▶ **DIRECTIONS**:
Copied exactly and without pictures, the lines from the beginning of the entries through the one that holds "context.strokeStyle = halo;" should form the entire reply.

################

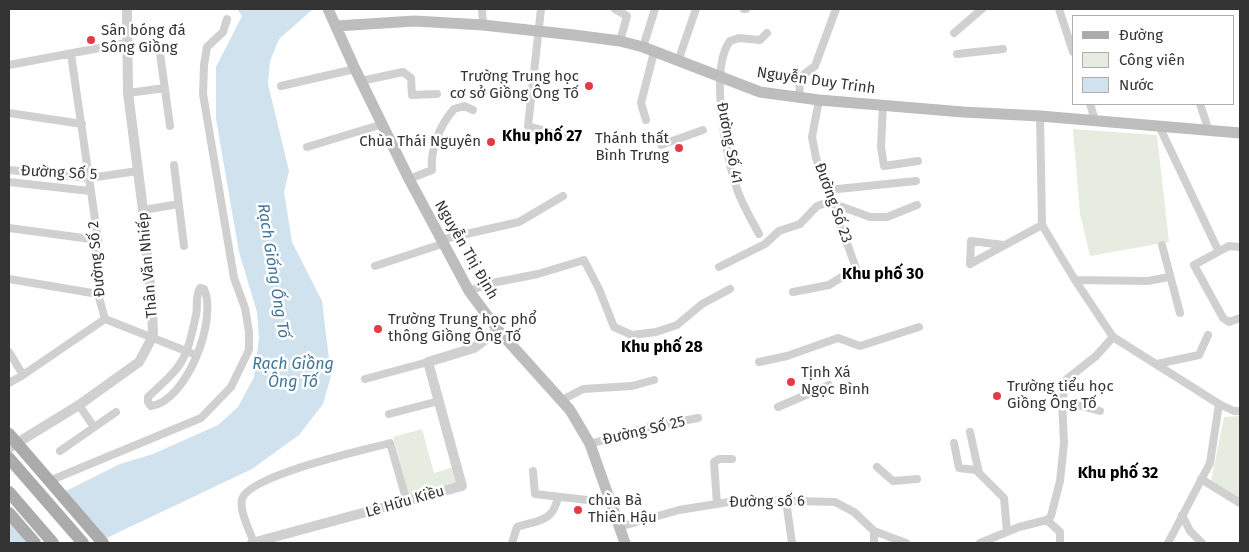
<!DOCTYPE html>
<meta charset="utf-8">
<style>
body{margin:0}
#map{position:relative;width:1249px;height:552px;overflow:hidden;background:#fff;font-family:"Fira Sans",sans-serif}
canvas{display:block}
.frame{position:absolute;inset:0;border:10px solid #333;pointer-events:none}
.legend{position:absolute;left:1072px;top:15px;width:162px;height:90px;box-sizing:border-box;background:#fff;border:1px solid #adadad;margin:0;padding:6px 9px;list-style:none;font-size:15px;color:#333}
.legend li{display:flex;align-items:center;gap:10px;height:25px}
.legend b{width:25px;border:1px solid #adadad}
</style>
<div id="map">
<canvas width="1249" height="552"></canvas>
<div class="frame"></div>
<ul class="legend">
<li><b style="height:6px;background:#ababab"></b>Đường</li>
<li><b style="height:14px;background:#e6ecdf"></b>Công viên</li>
<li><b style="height:14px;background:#cfe2ee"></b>Nước</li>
</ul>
</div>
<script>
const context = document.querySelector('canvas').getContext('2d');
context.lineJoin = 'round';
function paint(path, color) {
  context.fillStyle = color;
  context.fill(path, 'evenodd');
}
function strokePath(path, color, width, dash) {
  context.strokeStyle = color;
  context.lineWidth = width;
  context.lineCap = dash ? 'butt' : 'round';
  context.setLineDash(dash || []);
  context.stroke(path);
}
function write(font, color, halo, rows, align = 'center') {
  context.font = font + ' "Fira Sans",sans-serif';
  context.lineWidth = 5;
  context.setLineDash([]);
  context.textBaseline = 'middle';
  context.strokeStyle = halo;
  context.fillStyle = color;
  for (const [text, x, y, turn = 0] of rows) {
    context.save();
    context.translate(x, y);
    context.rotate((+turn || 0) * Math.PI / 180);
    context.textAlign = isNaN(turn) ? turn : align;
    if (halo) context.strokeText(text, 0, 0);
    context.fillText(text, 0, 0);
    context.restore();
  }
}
paint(new Path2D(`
 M1073,129L1157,135L1169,242L1090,256L1080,214Z
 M1240,416V500L1211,481L1224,417Z
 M422,429L434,473L454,467L458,484L409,497L393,437Z`), '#e6ecdf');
paint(new Path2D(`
 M237,9H313L279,39L270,61L268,84L289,171L284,192L292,242L322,301L331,376L323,404L299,435L252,469L96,543H9V523L32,508L120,464L153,454L218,425L238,407L254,377L259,338L257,312L239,252L216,119V67L242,16Z`), '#cfe2ee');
paint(new Path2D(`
 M62,490L101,543H27L9,520Z`), '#fff');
strokePath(new Path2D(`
 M482,9L483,25
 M541,9L528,126L563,136
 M615,9L627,16L620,41
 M744,9H746
 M1059,9L1073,52
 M954,33L982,9
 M159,46L170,126
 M643,47L655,9
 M957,54L1003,49
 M678,61L696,9
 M9,65L126,43
 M361,81L403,72L411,78L412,95L437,94
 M281,86L355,69
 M128,93L165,88
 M800,97L799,78L815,66L836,9
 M1090,104L1095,120
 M1200,104L1209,131
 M883,105L881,147L884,166L918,161
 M9,113L82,124
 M1040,116L1042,225L1075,280L1113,337L1219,404L1234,411H1240
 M646,120L641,103L654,52
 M1160,128L1218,250
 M661,145L703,130
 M307,147L383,124
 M174,165L184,246
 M9,170L89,178L138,171
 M409,179L432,170C430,149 440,125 454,109L464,106L473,110
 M9,182L90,191
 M828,190L916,181
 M143,210L179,204
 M9,228L98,240
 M759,234C751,219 742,204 737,189C726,158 709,68 730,41L739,38L760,40L767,33
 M440,240L519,222L563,196
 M1162,245L1180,313
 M1240,247L1229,246L1194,265L1223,318L1229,322L1240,318
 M970,264L1042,225
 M970,264L971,241L1004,245
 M375,266L442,244
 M719,267L765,244L779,231L800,224L817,206L829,202L870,217H887L917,205
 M9,279L98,294
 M1075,280L1148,281L1169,277
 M200,288L204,289C218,319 187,401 151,406L148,402V397C183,365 186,362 196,315C198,306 195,296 200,288Z
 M469,291L487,284L538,274L584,260L599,289L614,327L632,335L656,332L677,325L702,304L730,289
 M793,292L829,285L856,268L816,158L812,137L819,100
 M105,319L191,353
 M9,352L23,375
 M759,362L787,356L838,338L860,346L919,327
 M1157,364L1199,355L1208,335
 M365,379L428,362
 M9,383L23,375L105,319L98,294V240L71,54
 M562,400L583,389L632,386L654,380
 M1062,401L1100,411
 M79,405L94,427
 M778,407L829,385
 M389,414L439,401
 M970,432L979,473
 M954,443L959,468L976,470L1004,498L1007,531
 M590,444L649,427L698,418
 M60,451L116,412
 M877,467L893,481L917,479
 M533,471L535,494L596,501L609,498
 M47,478L49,481L201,418L231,387L249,350V332L245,308L234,278L203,94L204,65L207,47L223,32L227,19
 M1201,479L1240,503
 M786,501L792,543
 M717,504L714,462L719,459H732
 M1182,515L1190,531L1202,543
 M1047,520L1060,532V543
 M619,527L679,510L729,502L760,500L835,502L854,512L874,531L906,543
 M254,543C250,531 239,511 242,499C249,475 365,450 390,443L407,502
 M512,543L517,527C539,520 553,522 558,497
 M874,543V531
 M980,543L1019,527L1047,520L1051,516L1060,481L1064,443L1062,401L1067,379L1096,356L1113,337
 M1168,543L1210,463L1219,404`), '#d0d0d0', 8);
strokePath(new Path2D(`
 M9,448L79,405L139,362L153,336L152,307L143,210L128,93L127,9
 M252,543L462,486L428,362L474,348L498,330`), '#d0d0d0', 10);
strokePath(new Path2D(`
 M328,9L355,69L409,179L469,291L498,330L570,410L590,444L625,543
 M336,26L415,21L483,25L574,35L620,41L643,47L760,92L819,100L963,112L1040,116L1240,133`), '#bdbdbd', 11);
strokePath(new Path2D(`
 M9,458L83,543
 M9,492L53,543
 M9,513L35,543`), '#ababab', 12);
strokePath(new Path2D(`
 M9,434L103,543`), '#ababab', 12);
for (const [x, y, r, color] of [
 [91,40,5,"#e63946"],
 [589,86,5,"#e63946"],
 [491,142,5,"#e63946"],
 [679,148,5,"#e63946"],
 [378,329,5,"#e63946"],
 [791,382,5,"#e63946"],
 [997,396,5,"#e63946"],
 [578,510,5,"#e63946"]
]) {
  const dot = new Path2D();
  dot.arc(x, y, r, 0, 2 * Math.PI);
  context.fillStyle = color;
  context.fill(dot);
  strokePath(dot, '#fff', 2);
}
write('15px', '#333', '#fff', [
 ["Sân bóng đá",101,31],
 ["Sông Giồng",101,48],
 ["Trường Trung học",579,77,"right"],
 ["cơ sở Giồng Ông Tố",579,94,"right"],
 ["Thánh thất",669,139,"right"],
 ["Bình Trưng",669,156,"right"],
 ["Chùa Thái Nguyên",481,142,"right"],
 ["Trường Trung học phổ",388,320],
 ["thông Giồng Ông Tố",388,337],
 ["Tịnh Xá",801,373],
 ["Ngọc Bình",801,390],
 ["Trường tiểu học",1007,387],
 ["Giồng Ông Tố",1007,404],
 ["chùa Bà",588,501],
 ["Thiên Hậu",588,518]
], 'left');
write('15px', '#333', '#fff', [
 ["Nguyễn Duy Trinh",816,81,8],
 ["Đường Số 41",729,143,79],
 ["Đường Số 5",59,173,3],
 ["Đường Số 23",833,203,70],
 ["Nguyễn Thị Định",466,250,60],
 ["Đường Số 2",97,259,-95],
 ["Thân Văn Nhiếp",148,265,-95],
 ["Đường Số 25",644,431,-13],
 ["Lê Hữu Kiều",405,502,-16],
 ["Đường số 6",767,502,-1]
]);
write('bold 16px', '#000', '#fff', [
 ["Khu phố 27",542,137],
 ["Khu phố 30",883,275],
 ["Khu phố 28",662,348],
 ["Khu phố 32",1118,474]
]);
write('italic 16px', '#3f7597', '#fff', [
 ["Rạch Giống Ống Tố",273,271,81],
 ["Rạch Giồng",293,365],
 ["Ông Tố",293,383]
]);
</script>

################

▶ **EXERCISE ANSWER**:
<!DOCTYPE html>
<meta charset="utf-8">
<style>
body{margin:0}
#map{position:relative;width:1249px;height:552px;overflow:hidden;background:#fff;font-family:"Fira Sans",sans-serif}
canvas{display:block}
.frame{position:absolute;inset:0;border:10px solid #333;pointer-events:none}
.legend{position:absolute;left:1072px;top:15px;width:162px;height:90px;box-sizing:border-box;background:#fff;border:1px solid #adadad;margin:0;padding:6px 9px;list-style:none;font-size:15px;color:#333}
.legend li{display:flex;align-items:center;gap:10px;height:25px}
.legend b{width:25px;border:1px solid #adadad}
</style>
<div id="map">
<canvas width="1249" height="552"></canvas>
<div class="frame"></div>
<ul class="legend">
<li><b style="height:6px;background:#ababab"></b>Đường</li>
<li><b style="height:14px;background:#e6ecdf"></b>Công viên</li>
<li><b style="height:14px;background:#cfe2ee"></b>Nước</li>
</ul>
</div>
<script>
const context = document.querySelector('canvas').getContext('2d');
context.lineJoin = 'round';
function paint(path, color) {
  context.fillStyle = color;
  context.fill(path, 'evenodd');
}
function strokePath(path, color, width, dash) {
  context.strokeStyle = color;
  context.lineWidth = width;
  context.lineCap = dash ? 'butt' : 'round';
  context.setLineDash(dash || []);
  context.stroke(path);
}
function write(font, color, halo, rows, align = 'center') {
  context.font = font + ' "Fira Sans",sans-serif';
  context.lineWidth = 5;
  context.setLineDash([]);
  context.textBaseline = 'middle';
  context.strokeStyle = halo;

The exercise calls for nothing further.